8 Marzo 2019, di Alessandra Caparello

Al di là di ogni personalismo, credo che quota 100 e reddito di cittadinanza risponderanno in misura abbastanza modesta e nel breve periodo alla staffetta generazionale nel mondo del lavoro.

Così l’ex ministro del lavoro e delle politiche sociali sotto il governo tecnico di Mario Monti, Elsa Fornero, intervistata a l’Aria che tira su La7.

Le scelte vere sul lavoro sono quelle che guardano al medio periodo e che costruiscano gli investimenti.

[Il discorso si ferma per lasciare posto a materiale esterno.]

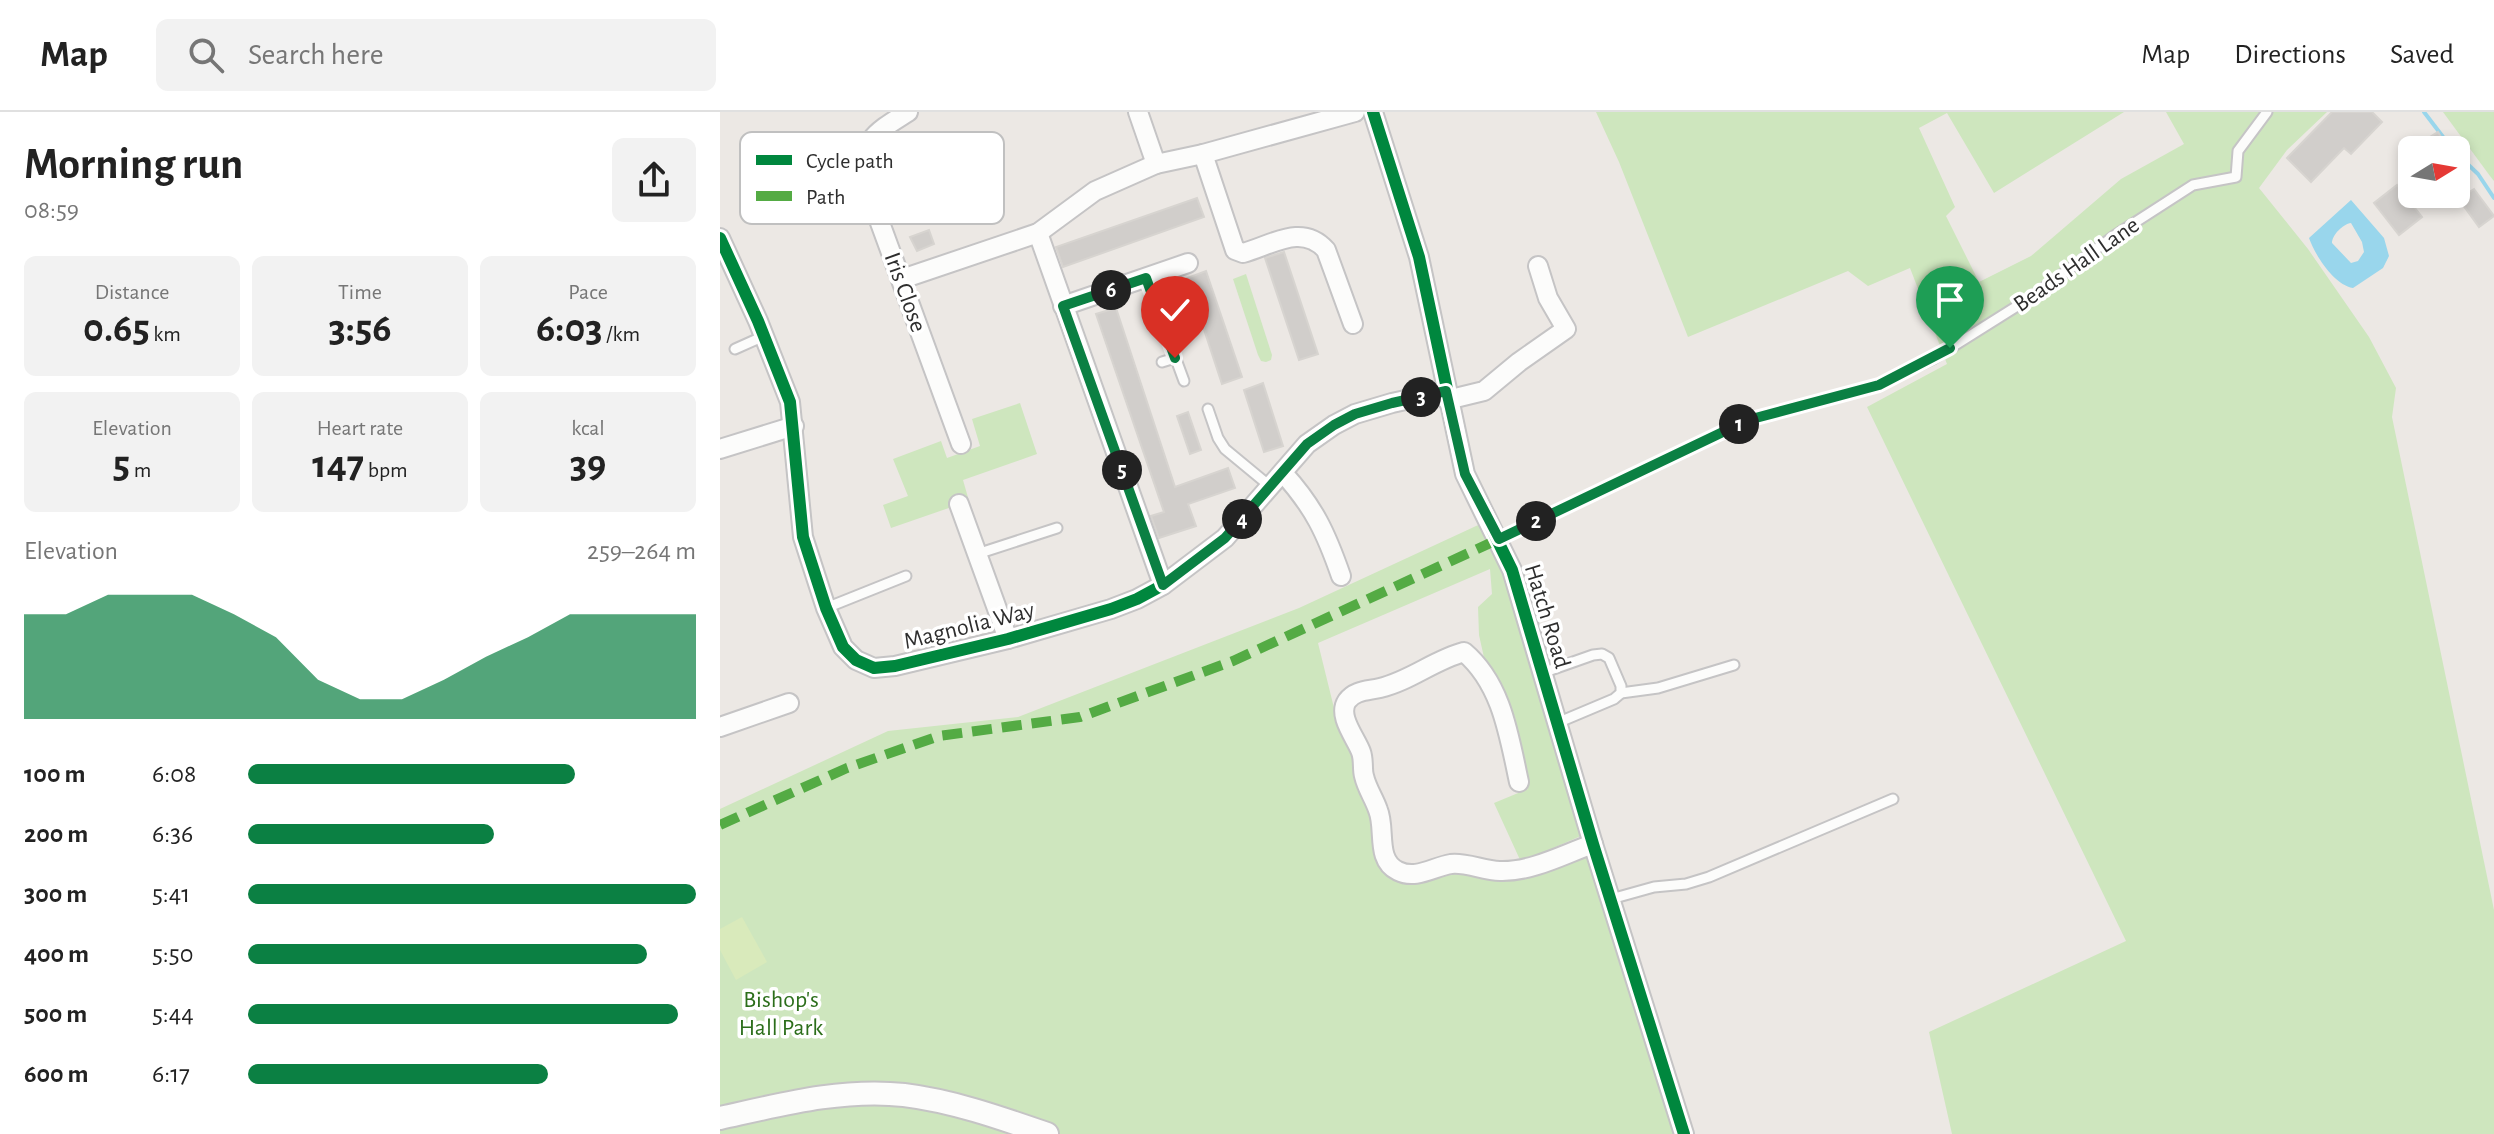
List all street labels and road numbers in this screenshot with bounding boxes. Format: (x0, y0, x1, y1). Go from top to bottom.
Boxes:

In merito poi a quota 100, la Fornero, artefice della riforma che nel 2011 ha allungato l’età pensionabile, sottolinea:

Comprendo benissimo che molti lavoratori che hanno 62 anni possano desiderare di andare in pensione ma sostenere che tutti coloro che hanno questa età e 38 anni di contributi possano andare in pensione perché così si fa spazio per i giovani è un messaggio sbagliato… tutti i nostri dati mostrano che quasi sempre quando cresce il lavoro degli anziani cresce il lavoro dei giovani e quando aumenta la disoccupazione degli anziani, aumenta la disoccupazione dei giovani.

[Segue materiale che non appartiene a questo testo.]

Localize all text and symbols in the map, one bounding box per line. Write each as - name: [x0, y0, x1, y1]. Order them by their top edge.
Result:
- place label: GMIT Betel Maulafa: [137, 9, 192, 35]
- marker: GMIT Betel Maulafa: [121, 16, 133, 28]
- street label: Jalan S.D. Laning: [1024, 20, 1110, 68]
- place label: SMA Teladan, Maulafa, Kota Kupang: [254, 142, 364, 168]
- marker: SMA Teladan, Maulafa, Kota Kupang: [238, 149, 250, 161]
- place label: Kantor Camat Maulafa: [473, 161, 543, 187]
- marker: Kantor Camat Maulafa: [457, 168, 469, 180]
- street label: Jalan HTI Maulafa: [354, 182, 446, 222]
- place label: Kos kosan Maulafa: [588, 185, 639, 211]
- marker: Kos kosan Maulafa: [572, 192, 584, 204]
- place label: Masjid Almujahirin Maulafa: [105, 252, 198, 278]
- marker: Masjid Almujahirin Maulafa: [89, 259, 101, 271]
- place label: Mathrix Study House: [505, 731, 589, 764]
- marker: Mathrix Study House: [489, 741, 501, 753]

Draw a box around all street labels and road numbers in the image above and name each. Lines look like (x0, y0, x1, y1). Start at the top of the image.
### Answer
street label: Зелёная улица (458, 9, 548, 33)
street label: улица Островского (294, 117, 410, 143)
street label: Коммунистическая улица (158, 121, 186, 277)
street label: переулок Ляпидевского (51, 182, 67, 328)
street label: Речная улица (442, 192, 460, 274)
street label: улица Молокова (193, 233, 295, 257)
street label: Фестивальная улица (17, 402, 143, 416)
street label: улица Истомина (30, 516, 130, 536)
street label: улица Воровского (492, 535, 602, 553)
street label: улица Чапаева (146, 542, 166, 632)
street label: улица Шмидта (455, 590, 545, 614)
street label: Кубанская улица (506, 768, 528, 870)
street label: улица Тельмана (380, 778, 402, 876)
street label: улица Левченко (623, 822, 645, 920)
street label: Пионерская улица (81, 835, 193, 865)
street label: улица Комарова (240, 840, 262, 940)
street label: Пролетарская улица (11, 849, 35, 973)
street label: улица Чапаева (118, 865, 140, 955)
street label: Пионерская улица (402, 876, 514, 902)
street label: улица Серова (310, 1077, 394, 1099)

Intanto c’è chi denuncia l’esclusione dalla possibilità di fruire di quota 100 per accedere alla pensione anticipata e si tratterebbe dei professionisti dello spettacolo e dei creativi, come denuncia la Slc Cgil nazionale, attraverso la sindacalista Emanuela Bizi.

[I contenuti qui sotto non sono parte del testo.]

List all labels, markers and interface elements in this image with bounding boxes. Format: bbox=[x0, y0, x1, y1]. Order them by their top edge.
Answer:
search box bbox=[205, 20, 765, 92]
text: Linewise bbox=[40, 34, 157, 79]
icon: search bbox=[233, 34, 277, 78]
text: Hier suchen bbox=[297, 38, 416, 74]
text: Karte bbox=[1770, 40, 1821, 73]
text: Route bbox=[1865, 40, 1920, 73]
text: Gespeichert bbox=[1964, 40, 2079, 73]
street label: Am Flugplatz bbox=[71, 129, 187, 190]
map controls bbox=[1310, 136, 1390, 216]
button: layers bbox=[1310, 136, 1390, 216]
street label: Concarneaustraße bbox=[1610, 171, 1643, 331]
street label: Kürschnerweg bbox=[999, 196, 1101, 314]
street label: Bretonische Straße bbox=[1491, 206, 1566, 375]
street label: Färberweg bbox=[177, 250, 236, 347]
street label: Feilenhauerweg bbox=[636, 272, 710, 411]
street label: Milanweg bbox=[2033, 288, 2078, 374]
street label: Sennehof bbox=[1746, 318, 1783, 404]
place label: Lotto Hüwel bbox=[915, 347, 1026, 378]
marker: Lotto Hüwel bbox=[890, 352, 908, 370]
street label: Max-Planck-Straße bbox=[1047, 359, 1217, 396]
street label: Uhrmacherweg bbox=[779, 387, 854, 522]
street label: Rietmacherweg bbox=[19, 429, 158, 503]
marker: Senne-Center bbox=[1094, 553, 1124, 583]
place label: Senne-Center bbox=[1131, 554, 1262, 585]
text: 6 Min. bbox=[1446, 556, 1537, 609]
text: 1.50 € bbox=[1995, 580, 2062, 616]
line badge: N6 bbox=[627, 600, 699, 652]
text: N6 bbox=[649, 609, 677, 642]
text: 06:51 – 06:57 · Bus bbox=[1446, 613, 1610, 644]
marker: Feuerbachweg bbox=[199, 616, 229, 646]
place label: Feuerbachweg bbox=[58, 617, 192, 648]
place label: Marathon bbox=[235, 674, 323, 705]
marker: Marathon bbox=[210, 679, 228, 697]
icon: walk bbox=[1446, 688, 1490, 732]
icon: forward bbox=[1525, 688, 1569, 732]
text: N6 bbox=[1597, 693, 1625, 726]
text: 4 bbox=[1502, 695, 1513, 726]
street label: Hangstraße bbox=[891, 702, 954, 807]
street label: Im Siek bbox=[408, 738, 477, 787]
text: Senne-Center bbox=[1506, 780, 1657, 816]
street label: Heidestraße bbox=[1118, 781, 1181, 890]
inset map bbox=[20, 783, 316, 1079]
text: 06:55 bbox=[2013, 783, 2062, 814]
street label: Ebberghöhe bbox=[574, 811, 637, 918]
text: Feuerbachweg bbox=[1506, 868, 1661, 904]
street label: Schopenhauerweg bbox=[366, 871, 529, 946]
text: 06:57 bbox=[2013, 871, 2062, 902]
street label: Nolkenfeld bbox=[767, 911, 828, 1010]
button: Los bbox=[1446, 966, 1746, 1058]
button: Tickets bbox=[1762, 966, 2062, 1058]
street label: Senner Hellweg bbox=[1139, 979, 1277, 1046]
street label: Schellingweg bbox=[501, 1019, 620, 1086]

“In Italia chi fa l’attore, lo scrittore, lo sceneggiare, il musicista o il danzatore non può contare su nessuna tutela mentre svolge la sua attività, ma è considerato un lavoratore privilegiato quando vorrebbe accedere alla pensione anticipata. Non c’è alcuna possibilità per gli artisti e i creativi italiani di poter accedere alla pensione utilizzando quota 100, un provvedimento tanto decantato da questo Governo e che sembra ribadire che fare cultura in Italia non conviene.”